En este caso se nos pide realizar un Análisis táctico del juego de ambos equipos y clasificar a los jugadores en base a su posición en el campo en una línea táctica del campo:

    + Linea Defensiva
    + Línea de Mediocampo
    + Línea de ataque
    
Se nos proporcionan datos de tracking de 14 jugadores, arbitro y balón cada 10 ms (los elementos que aparecen normalmente en el campo visual de la cámara)

    - Posición x,y en el campo
    - id del jugador capturado
    - id de la jugada por si se quiere hacer un análisis continuado de la jugada
    - periodo de juego
    - las medidas del campo son 105 x 52 y el punto (0,0) se encuentra en el centro del campo
    

In [None]:
import pandas as pd
from tqdm.notebook import tqdm
import warnings
import json
from mplsoccer.pitch import Pitch
import seaborn as sns
import matplotlib.pyplot as plt
import matplotlib
warnings.filterwarnings('ignore')

In [None]:
file = 'data/structured_data.json'
file2 = 'data/match_data.json'

In [None]:
with open(file) as f:
        match_js = json.load(f)
    
with open(file2) as f2:
        match_data_js = json.load(f2)

In [None]:
match_js[0]

In [None]:
for i in range(len(match_js)):
    if match_js[i]['data']:
        print(i)
        print(match_js[i]['data'])
        break
    else:
        continue

In [None]:
match_data_js['players'][0]

Vamos a tratar de extraer la información que necesitamos de cada uno de los archivos para poder montar una tabla con la que nos sea más fácil trabajar

In [None]:
event = 0
events = []
for i in tqdm(range(len(match_js))):
    for j in range(len(match_js[i]['data'])):
        try:
            if match_js[i]['data'][j]['trackable_object']:
                event_id = event +1
                pos_x = match_js[i]['data'][j]['x']
                pos_y = match_js[i]['data'][j]['y']
                time = match_js[i]['time']
                period = match_js[i]['period']
                track_object = match_js[i]['data'][j]['trackable_object']
                track_id = match_js[i]['data'][j]['track_id']

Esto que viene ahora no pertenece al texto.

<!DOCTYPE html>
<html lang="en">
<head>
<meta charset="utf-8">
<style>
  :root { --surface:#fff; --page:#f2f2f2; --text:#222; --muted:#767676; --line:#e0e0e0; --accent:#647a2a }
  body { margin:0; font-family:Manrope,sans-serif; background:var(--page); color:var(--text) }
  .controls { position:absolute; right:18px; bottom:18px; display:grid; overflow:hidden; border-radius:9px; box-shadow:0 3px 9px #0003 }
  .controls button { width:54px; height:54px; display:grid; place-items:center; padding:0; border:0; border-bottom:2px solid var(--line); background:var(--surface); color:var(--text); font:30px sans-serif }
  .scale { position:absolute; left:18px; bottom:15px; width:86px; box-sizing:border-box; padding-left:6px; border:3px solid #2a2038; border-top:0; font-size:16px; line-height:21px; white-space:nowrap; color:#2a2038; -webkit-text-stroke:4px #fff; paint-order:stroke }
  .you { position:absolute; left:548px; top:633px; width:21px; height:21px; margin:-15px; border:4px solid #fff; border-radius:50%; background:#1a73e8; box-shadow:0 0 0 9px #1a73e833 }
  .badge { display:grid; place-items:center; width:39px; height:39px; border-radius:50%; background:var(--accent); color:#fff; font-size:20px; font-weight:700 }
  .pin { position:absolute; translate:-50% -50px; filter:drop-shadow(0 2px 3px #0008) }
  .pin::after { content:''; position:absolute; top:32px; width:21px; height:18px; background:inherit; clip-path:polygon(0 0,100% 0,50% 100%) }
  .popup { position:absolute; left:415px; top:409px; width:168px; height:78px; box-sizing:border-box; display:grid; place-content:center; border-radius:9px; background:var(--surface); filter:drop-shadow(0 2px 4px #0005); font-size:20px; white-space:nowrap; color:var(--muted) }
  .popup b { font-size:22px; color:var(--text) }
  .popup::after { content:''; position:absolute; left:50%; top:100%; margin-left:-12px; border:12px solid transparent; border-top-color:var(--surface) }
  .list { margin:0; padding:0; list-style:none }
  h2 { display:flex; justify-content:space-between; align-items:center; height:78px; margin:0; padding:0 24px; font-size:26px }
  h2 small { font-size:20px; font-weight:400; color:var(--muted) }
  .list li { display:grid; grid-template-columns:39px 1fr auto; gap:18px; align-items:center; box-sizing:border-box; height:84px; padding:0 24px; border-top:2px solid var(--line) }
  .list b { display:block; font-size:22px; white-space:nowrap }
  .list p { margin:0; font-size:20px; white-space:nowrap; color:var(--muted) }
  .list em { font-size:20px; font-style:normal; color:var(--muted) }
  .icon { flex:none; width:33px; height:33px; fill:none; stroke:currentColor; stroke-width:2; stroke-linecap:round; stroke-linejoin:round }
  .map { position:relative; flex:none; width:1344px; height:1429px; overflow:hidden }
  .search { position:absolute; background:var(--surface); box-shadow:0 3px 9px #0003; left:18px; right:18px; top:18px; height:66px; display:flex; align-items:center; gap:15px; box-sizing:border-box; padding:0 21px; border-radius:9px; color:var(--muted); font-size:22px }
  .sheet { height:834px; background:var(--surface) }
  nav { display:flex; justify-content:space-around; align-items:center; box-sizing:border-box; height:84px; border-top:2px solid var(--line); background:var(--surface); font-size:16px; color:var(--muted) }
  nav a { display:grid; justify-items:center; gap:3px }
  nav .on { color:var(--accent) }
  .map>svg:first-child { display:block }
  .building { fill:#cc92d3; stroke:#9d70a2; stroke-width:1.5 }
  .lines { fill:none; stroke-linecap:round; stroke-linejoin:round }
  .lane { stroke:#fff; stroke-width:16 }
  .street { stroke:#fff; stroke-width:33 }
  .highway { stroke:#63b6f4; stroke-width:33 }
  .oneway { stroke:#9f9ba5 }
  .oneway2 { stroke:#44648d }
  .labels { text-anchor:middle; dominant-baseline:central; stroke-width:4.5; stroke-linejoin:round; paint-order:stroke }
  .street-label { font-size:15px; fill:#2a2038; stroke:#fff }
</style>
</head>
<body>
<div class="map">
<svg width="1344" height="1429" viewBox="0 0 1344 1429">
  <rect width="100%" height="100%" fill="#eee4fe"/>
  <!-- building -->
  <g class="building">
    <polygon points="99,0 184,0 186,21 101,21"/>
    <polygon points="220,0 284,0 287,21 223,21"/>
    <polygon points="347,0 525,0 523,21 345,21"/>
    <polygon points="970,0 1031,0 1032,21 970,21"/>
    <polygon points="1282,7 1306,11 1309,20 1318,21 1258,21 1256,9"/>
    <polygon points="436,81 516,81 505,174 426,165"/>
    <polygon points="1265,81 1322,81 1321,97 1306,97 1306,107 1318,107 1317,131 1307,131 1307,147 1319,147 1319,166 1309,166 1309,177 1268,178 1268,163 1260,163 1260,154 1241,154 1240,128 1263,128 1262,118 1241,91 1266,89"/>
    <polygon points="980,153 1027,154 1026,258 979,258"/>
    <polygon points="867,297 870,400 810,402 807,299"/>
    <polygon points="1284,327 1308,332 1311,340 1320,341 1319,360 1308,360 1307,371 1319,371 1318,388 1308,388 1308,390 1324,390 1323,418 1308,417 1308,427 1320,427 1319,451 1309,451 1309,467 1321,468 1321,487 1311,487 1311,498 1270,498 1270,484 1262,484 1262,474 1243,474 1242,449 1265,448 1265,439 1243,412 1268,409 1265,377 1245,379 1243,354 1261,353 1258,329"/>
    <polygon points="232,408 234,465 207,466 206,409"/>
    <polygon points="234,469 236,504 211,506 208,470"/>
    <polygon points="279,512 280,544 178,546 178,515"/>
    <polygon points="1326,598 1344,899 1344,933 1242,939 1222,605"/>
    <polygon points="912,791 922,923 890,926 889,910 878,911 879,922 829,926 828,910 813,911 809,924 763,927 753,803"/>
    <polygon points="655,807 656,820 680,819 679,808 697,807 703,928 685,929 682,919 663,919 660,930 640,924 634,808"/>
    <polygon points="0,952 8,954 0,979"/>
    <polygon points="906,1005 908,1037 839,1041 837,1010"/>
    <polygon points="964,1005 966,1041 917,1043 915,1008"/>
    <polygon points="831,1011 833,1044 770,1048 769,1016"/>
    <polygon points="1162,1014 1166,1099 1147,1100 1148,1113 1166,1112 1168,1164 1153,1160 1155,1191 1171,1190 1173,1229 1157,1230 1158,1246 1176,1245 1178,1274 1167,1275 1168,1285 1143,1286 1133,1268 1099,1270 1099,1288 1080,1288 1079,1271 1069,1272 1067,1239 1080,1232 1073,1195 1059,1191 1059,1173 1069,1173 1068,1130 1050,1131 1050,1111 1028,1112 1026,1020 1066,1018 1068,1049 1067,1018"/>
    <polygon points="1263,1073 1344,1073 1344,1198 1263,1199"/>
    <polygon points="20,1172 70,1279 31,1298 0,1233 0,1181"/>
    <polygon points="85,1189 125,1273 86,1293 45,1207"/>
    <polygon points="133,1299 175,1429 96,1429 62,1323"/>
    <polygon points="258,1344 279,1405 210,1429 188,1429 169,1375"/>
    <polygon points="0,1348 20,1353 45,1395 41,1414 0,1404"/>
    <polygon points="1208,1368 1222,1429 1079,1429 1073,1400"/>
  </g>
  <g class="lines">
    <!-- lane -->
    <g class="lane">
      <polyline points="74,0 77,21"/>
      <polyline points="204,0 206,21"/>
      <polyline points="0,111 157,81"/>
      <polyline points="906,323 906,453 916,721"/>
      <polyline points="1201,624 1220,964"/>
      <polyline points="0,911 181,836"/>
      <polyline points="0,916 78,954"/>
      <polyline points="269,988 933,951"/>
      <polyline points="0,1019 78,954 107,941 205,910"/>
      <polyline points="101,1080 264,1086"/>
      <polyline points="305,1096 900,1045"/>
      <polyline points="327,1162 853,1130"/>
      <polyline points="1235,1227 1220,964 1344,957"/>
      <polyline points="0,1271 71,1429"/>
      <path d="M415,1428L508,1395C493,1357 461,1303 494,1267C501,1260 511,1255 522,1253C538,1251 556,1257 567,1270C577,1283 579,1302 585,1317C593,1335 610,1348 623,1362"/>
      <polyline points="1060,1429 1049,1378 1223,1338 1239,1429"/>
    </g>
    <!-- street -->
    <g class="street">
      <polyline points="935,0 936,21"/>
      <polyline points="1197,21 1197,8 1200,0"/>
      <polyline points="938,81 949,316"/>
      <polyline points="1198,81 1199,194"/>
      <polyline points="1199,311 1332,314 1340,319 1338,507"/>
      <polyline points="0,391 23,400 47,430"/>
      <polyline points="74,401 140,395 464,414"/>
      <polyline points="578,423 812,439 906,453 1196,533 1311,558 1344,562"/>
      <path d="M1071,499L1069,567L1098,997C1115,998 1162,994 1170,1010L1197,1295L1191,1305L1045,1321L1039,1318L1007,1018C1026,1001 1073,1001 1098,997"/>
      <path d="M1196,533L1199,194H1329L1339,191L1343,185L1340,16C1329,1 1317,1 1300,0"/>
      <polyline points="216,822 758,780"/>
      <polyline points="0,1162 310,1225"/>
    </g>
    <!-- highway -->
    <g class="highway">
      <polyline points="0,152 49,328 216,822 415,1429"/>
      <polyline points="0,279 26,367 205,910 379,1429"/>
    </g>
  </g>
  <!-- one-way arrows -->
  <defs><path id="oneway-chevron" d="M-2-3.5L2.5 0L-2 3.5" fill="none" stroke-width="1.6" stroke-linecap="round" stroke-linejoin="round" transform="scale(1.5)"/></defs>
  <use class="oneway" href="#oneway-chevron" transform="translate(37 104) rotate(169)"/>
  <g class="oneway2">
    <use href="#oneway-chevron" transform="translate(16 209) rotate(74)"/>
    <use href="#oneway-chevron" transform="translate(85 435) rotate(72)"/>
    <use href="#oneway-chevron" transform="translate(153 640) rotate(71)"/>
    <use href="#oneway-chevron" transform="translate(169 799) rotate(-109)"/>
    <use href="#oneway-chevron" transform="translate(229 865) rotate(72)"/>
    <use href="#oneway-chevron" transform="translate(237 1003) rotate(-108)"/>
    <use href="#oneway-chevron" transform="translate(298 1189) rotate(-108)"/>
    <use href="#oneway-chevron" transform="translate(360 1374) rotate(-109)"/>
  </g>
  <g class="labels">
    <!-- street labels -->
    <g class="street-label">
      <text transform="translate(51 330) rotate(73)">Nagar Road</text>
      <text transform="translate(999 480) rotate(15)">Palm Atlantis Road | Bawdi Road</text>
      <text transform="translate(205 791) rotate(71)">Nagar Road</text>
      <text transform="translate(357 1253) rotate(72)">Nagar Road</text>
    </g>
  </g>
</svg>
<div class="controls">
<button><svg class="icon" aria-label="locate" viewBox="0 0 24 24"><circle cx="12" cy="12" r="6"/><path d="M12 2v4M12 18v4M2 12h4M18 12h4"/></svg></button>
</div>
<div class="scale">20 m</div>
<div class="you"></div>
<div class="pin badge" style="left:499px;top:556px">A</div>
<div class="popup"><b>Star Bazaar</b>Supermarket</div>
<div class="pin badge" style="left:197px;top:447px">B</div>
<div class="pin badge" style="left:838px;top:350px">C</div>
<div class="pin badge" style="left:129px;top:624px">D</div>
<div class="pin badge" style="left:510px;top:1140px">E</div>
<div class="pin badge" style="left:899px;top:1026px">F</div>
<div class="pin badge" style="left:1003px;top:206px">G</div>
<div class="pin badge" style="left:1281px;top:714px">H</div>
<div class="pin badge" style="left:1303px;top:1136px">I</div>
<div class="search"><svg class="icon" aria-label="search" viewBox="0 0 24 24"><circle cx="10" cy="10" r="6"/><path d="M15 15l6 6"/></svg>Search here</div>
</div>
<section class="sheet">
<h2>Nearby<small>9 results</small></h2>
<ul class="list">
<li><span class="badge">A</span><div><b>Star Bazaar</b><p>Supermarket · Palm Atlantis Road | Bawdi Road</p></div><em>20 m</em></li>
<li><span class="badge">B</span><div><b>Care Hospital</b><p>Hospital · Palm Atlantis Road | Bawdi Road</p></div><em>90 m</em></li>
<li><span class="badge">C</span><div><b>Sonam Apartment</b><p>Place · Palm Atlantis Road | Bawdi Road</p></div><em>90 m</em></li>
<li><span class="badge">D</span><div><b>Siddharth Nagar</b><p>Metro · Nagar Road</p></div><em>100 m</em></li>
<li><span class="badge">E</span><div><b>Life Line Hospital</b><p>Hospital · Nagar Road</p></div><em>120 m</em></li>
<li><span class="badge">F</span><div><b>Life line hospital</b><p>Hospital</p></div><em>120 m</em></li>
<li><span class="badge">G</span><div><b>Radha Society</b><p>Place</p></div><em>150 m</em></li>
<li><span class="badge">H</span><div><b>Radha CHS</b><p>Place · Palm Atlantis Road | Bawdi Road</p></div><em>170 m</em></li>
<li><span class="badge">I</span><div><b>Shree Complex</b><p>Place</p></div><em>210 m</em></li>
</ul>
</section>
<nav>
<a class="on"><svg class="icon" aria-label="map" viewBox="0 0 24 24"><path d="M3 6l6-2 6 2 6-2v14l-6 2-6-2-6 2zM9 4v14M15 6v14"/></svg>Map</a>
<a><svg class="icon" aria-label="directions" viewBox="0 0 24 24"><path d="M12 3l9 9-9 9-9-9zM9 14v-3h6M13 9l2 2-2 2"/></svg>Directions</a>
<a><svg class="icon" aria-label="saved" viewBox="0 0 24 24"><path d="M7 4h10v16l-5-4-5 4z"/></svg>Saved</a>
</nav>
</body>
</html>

                ev = {'event_id': event_id,
                      'pos_x': pos_x,
                      'pos_y':pos_y,
                      'time': time,
                      'period': period,
                      'track_object': track_object,
                      'track_id': track_id}
                events.append(ev)
            else:
                pass
        except:
            pass

In [None]:
df = pd.DataFrame(events)

df.head()

In [None]:
df.info()

Como nos interesa saber la posición del jugador durante todo el partido vamos a crear una nueva columna con su posición absoluta durante todo el encuentro, ya que a mitad del partido los equipos cambian de posición en el terreno de juego

In [None]:
p1 = df[df.period == 1]
p2 = df[df.period == 2]
p2['pos_x_abs'] = [-1 * i for i in p2.pos_x]
p2['pos_y_abs'] = [-1 * i for i in p2.pos_y]
p1['pos_x_abs'] = [1 * i for i in p1.pos_x]
p1['pos_y_abs'] = [1 * i for i in p1.pos_y]
all_p = pd.concat([p1,p2],0)

Ahora vamos a hacer lo mismo con la tabla de info de jugadores, genero una tabla y la filtro con las columnas que me interesan

In [None]:
players = pd.DataFrame(match_data_js['players'])
players.head()

In [None]:
players = pd.DataFrame(match_data_js['players'])[['id','trackable_object','first_name','last_name','team_id']]
pos = [match_data_js['players'][i]['player_role']['name'] for i in range(len(players))]
id_pos = [match_data_js['players'][i]['player_role']['id'] for i in range(len(players))]
home_away = ['Home' if match_data_js['home_team']['id'] == players['team_id'][i] else 'Away' for i in range(len(players))]
players['Position'] = pos
players['id_pos'] = id_pos
players['Home_Away'] = home_away

In [None]:
players.head()

Ahora unimos los dos dataframes para tener una tabla final con la que poder trabajar

In [None]:
final = all_p.merge(players, how='left', left_on='track_object', right_on='trackable_object' )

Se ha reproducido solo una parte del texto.